What you need to do:
The required lines are those that contain "position"; pull them out of the data and copy them.

>>>

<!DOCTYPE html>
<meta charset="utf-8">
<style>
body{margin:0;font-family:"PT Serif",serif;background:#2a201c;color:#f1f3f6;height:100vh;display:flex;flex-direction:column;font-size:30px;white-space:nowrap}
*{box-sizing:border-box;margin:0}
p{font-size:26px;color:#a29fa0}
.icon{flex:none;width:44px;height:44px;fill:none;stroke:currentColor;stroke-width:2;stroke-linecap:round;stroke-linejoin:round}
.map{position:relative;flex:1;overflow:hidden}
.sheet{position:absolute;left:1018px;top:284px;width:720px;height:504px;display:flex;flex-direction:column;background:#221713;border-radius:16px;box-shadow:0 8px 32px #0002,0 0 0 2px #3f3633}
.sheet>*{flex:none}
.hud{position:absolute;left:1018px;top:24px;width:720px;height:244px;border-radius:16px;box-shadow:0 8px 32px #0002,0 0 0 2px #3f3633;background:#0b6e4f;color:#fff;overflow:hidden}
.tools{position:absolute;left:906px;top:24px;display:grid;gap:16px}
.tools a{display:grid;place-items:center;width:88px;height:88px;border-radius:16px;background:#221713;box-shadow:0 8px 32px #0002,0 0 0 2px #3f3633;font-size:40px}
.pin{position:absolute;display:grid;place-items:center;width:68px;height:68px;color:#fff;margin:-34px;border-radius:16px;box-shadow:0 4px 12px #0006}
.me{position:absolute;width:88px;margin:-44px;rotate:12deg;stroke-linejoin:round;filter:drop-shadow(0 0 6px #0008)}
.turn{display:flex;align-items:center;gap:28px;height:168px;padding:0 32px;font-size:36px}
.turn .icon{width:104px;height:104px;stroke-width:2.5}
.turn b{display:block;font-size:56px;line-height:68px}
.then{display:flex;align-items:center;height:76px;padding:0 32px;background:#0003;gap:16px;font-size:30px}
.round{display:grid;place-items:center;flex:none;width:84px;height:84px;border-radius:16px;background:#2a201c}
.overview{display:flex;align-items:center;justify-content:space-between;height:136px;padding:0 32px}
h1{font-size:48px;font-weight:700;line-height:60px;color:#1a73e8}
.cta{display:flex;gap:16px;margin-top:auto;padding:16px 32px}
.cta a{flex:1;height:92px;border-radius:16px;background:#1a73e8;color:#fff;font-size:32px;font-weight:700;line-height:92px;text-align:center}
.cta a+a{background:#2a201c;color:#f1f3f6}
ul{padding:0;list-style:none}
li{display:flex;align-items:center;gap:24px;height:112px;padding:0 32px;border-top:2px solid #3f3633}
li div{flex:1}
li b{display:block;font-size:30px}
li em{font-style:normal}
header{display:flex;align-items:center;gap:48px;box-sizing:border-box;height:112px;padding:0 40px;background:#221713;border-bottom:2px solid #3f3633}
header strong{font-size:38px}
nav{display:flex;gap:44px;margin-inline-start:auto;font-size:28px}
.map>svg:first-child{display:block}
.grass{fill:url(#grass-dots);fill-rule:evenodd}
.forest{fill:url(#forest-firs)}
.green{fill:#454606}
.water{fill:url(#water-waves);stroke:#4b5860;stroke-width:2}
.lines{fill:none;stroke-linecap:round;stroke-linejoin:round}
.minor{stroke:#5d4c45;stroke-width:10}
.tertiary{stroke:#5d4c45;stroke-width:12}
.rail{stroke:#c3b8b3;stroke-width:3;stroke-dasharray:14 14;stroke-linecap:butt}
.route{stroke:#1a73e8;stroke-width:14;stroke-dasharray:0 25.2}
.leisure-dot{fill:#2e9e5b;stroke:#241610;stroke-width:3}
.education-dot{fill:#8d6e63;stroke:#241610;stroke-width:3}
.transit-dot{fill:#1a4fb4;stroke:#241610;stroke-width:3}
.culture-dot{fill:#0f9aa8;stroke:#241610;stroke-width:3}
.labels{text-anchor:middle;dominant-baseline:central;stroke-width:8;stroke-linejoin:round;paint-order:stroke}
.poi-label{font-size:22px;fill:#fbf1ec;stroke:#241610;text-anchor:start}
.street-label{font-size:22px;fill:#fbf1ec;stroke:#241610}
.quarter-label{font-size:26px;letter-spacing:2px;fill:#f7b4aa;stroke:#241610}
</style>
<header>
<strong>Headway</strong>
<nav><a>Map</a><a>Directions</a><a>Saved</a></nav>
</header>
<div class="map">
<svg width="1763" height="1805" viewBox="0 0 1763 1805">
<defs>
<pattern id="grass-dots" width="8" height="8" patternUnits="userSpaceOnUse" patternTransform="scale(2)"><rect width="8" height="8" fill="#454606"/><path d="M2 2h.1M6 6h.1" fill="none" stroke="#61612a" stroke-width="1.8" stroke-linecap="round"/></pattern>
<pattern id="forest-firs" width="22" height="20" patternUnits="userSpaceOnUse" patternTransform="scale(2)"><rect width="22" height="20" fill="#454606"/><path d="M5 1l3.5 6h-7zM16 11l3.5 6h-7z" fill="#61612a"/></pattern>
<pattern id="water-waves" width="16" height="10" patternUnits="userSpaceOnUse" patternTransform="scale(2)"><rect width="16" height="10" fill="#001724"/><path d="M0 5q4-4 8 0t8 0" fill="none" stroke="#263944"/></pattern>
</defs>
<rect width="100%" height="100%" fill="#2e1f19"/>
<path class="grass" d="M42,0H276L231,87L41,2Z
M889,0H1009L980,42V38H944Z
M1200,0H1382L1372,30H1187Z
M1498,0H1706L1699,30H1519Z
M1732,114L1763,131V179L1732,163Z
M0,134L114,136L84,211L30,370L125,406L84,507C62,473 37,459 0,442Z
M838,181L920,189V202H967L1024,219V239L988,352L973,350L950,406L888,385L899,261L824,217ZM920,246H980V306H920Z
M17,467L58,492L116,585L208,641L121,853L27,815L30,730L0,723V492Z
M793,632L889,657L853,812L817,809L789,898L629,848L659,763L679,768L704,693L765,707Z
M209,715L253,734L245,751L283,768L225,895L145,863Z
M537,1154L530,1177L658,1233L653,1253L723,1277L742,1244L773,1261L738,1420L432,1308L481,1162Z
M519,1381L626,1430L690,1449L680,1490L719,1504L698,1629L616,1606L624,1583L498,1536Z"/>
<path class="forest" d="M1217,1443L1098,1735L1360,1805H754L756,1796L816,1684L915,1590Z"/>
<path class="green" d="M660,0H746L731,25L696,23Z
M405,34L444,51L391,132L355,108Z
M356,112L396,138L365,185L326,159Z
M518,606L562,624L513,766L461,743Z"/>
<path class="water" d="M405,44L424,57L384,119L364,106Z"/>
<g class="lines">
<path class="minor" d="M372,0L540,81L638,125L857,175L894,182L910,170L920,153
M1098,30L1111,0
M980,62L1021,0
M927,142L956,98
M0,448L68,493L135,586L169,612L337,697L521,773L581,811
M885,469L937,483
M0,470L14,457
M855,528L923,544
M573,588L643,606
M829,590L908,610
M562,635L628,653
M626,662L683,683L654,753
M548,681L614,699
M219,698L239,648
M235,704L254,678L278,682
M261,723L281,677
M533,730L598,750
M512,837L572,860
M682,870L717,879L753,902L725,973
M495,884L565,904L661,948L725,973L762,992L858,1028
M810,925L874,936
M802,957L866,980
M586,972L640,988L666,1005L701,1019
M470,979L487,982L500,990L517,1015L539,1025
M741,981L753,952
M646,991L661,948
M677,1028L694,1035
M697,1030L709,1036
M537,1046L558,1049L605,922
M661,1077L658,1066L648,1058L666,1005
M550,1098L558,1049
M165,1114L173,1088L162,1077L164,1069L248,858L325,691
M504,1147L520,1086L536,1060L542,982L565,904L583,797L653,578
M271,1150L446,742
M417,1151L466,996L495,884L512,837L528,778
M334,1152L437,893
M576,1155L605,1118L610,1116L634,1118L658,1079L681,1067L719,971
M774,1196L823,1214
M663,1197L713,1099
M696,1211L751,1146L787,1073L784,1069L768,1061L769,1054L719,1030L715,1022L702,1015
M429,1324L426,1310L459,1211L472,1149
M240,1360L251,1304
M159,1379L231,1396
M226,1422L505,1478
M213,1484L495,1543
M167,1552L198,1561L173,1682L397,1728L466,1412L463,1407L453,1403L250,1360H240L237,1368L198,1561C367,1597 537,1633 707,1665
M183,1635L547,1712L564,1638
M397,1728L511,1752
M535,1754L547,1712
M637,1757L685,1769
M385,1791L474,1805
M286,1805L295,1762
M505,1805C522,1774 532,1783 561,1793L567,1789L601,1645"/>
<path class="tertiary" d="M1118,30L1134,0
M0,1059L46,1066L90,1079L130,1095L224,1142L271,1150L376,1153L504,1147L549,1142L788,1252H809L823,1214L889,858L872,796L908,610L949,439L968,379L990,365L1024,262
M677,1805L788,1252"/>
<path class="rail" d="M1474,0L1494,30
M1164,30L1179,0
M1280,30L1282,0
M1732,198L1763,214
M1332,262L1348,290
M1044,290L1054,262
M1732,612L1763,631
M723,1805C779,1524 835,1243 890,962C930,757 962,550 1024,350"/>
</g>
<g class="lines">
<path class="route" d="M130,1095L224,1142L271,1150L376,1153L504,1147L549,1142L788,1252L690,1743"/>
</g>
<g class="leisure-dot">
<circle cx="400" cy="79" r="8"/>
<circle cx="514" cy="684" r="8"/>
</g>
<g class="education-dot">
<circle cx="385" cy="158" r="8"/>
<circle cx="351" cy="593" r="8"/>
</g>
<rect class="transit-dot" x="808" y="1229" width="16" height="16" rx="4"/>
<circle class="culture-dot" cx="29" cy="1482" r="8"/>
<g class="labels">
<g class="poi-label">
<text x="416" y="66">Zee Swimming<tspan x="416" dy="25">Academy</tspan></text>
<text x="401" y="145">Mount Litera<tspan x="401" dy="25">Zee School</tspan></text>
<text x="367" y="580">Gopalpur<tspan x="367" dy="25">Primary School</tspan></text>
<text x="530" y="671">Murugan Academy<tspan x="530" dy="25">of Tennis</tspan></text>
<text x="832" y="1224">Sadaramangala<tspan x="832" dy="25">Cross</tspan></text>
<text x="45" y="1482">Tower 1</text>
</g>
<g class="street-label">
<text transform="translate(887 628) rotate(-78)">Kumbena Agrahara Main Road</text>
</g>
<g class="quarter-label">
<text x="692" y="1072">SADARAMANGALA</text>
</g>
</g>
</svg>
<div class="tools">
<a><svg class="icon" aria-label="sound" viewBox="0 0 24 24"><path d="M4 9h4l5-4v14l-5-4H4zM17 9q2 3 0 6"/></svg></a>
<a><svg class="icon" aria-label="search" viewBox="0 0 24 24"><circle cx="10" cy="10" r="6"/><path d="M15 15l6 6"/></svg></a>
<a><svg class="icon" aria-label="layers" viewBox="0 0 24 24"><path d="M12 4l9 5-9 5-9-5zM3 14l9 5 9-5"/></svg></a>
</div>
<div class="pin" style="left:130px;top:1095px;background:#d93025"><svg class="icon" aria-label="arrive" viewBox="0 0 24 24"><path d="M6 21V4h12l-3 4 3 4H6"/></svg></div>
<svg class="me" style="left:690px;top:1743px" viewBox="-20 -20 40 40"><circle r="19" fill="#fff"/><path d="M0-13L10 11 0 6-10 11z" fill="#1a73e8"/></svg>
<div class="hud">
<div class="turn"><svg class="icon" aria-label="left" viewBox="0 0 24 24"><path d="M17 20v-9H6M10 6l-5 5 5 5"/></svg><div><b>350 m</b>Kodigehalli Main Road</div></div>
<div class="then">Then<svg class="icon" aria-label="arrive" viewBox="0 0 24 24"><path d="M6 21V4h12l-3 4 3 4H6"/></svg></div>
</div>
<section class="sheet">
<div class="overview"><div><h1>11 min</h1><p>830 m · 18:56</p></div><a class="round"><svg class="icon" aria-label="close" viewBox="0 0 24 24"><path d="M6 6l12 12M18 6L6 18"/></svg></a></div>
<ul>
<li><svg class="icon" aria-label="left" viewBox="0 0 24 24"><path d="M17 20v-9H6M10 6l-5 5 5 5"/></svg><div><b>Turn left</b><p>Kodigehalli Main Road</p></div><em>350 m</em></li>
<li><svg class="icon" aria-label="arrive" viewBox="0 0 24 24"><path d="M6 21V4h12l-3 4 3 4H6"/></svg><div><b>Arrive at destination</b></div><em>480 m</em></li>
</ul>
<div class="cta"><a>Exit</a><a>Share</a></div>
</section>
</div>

<<<

Result of this task:
.map{position:relative;flex:1;overflow:hidden}
.sheet{position:absolute;left:1018px;top:284px;width:720px;height:504px;display:flex;flex-direction:column;background:#221713;border-radius:16px;box-shadow:0 8px 32px #0002,0 0 0 2px #3f3633}
.hud{position:absolute;left:1018px;top:24px;width:720px;height:244px;border-radius:16px;box-shadow:0 8px 32px #0002,0 0 0 2px #3f3633;background:#0b6e4f;color:#fff;overflow:hidden}
.tools{position:absolute;left:906px;top:24px;display:grid;gap:16px}
.pin{position:absolute;display:grid;place-items:center;width:68px;height:68px;color:#fff;margin:-34px;border-radius:16px;box-shadow:0 4px 12px #0006}
.me{position:absolute;width:88px;margin:-44px;rotate:12deg;stroke-linejoin:round;filter:drop-shadow(0 0 6px #0008)}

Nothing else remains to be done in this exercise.